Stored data
- Opening Delimiter -

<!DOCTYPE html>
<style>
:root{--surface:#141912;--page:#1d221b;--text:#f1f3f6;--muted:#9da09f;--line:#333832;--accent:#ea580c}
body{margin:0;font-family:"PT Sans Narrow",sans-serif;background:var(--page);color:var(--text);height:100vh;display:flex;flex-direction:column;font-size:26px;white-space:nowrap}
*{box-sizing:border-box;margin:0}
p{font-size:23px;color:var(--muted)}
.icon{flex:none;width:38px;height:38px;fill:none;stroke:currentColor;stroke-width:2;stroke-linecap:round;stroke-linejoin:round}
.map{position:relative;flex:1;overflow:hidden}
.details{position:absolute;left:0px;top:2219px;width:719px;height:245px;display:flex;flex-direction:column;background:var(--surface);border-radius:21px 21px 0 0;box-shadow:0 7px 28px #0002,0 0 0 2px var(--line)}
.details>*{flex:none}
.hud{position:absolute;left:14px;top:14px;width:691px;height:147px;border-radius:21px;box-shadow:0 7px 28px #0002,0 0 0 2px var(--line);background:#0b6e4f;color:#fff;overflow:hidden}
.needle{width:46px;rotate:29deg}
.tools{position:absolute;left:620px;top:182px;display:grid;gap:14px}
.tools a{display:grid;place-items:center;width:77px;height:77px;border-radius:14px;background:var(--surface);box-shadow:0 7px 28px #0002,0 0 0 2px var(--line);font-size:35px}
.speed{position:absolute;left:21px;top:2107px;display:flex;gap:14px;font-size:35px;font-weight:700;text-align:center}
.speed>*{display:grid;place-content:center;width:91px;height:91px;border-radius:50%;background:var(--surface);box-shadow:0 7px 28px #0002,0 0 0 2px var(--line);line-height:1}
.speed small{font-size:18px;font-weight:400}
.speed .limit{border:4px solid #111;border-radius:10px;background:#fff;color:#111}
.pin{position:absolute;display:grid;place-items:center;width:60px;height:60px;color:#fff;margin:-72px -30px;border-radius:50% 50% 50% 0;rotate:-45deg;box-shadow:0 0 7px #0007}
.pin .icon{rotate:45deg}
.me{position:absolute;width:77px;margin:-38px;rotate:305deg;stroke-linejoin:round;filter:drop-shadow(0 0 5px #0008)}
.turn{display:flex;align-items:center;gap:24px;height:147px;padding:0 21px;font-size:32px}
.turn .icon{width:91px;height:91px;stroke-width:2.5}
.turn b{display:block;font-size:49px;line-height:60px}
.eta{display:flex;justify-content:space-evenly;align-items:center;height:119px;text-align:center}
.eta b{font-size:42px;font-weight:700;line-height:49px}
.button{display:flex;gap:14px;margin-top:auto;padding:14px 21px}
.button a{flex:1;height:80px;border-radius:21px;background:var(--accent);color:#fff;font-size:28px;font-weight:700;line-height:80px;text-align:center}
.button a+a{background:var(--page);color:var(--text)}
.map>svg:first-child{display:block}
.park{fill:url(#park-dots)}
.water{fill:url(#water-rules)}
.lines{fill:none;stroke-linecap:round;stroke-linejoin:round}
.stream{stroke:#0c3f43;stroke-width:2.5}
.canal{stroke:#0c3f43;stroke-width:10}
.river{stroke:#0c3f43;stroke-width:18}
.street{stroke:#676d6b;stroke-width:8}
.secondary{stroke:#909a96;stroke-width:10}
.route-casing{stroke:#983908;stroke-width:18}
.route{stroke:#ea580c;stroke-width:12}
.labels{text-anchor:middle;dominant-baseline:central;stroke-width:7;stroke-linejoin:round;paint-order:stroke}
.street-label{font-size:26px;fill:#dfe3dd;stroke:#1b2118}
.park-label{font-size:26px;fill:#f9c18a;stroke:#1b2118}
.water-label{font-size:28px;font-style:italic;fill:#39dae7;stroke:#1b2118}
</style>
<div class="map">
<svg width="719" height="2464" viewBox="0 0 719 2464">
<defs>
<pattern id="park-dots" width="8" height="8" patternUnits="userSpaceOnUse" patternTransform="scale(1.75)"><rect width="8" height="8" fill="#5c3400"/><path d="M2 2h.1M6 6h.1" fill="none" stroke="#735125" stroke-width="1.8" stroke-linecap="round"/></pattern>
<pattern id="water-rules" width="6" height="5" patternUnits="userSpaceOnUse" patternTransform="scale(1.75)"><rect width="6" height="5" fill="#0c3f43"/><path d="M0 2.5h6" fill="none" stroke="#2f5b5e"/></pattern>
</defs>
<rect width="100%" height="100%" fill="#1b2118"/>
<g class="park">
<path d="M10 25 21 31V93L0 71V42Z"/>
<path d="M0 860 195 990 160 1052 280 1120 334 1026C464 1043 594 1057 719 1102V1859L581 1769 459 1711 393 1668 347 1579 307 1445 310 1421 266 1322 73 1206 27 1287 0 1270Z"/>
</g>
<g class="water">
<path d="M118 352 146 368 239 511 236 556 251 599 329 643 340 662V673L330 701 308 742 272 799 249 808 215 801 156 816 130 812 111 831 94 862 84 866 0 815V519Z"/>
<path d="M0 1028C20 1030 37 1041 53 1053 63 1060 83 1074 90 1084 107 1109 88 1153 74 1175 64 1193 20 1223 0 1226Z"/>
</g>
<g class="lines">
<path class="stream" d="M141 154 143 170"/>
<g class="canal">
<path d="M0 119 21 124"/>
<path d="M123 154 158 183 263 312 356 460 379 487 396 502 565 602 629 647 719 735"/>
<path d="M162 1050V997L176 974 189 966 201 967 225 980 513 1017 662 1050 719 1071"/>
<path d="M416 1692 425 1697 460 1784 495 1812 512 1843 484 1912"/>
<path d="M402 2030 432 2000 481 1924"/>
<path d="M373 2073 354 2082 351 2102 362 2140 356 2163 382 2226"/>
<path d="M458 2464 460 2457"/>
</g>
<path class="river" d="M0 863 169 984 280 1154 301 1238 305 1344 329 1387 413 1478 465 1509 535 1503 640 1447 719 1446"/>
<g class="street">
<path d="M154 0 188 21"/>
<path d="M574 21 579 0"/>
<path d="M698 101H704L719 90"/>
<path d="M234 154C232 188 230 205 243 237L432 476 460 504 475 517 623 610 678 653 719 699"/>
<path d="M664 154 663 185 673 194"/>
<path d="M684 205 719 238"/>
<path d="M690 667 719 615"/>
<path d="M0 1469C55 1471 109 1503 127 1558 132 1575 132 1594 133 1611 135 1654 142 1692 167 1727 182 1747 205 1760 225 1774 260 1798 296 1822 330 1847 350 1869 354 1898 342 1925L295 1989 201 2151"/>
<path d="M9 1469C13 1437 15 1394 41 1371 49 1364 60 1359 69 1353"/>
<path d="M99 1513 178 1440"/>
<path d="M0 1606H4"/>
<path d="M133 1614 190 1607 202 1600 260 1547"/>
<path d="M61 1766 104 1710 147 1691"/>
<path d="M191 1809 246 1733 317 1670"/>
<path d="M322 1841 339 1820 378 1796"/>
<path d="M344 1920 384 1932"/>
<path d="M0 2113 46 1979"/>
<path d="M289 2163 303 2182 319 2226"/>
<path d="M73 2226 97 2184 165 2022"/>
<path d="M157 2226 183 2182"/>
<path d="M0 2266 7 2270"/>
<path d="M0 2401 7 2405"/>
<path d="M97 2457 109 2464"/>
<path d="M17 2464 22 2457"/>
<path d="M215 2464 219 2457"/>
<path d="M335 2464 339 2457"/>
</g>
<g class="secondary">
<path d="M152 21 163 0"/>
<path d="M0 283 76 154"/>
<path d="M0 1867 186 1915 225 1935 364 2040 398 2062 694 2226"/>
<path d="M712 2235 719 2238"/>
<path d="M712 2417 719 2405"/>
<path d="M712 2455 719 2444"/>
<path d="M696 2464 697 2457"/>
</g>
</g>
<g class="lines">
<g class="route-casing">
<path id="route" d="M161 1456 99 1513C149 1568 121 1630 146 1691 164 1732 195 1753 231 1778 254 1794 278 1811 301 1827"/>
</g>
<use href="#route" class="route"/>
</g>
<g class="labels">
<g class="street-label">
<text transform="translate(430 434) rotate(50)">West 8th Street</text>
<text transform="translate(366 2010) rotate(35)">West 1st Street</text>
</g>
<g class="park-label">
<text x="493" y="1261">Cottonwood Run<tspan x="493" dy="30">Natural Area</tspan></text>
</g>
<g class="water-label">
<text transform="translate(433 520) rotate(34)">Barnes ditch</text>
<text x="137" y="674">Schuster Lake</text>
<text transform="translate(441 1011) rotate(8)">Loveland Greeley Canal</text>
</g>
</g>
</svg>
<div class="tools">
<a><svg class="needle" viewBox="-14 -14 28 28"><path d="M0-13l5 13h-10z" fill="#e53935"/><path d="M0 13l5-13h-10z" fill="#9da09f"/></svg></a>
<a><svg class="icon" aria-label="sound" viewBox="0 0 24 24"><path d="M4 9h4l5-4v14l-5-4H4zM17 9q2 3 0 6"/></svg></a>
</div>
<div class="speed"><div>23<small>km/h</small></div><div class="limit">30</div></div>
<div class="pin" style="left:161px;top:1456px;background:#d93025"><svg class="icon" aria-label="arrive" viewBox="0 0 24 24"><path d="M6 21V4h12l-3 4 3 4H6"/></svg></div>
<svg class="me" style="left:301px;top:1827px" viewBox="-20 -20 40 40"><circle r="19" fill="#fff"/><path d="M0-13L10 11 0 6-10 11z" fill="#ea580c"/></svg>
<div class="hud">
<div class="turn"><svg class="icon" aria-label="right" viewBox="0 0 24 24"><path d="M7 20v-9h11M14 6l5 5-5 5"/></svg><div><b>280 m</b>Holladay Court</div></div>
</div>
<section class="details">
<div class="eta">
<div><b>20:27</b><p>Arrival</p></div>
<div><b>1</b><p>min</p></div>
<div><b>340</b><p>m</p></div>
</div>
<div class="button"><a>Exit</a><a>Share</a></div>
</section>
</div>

- Closing Delimiter -

What to produce:
Find each line in the records holding the string "direction" and show it.

Task answer:
body{margin:0;font-family:"PT Sans Narrow",sans-serif;background:var(--page);color:var(--text);height:100vh;display:flex;flex-direction:column;font-size:26px;white-space:nowrap}
.details{position:absolute;left:0px;top:2219px;width:719px;height:245px;display:flex;flex-direction:column;background:var(--surface);border-radius:21px 21px 0 0;box-shadow:0 7px 28px #0002,0 0 0 2px var(--line)}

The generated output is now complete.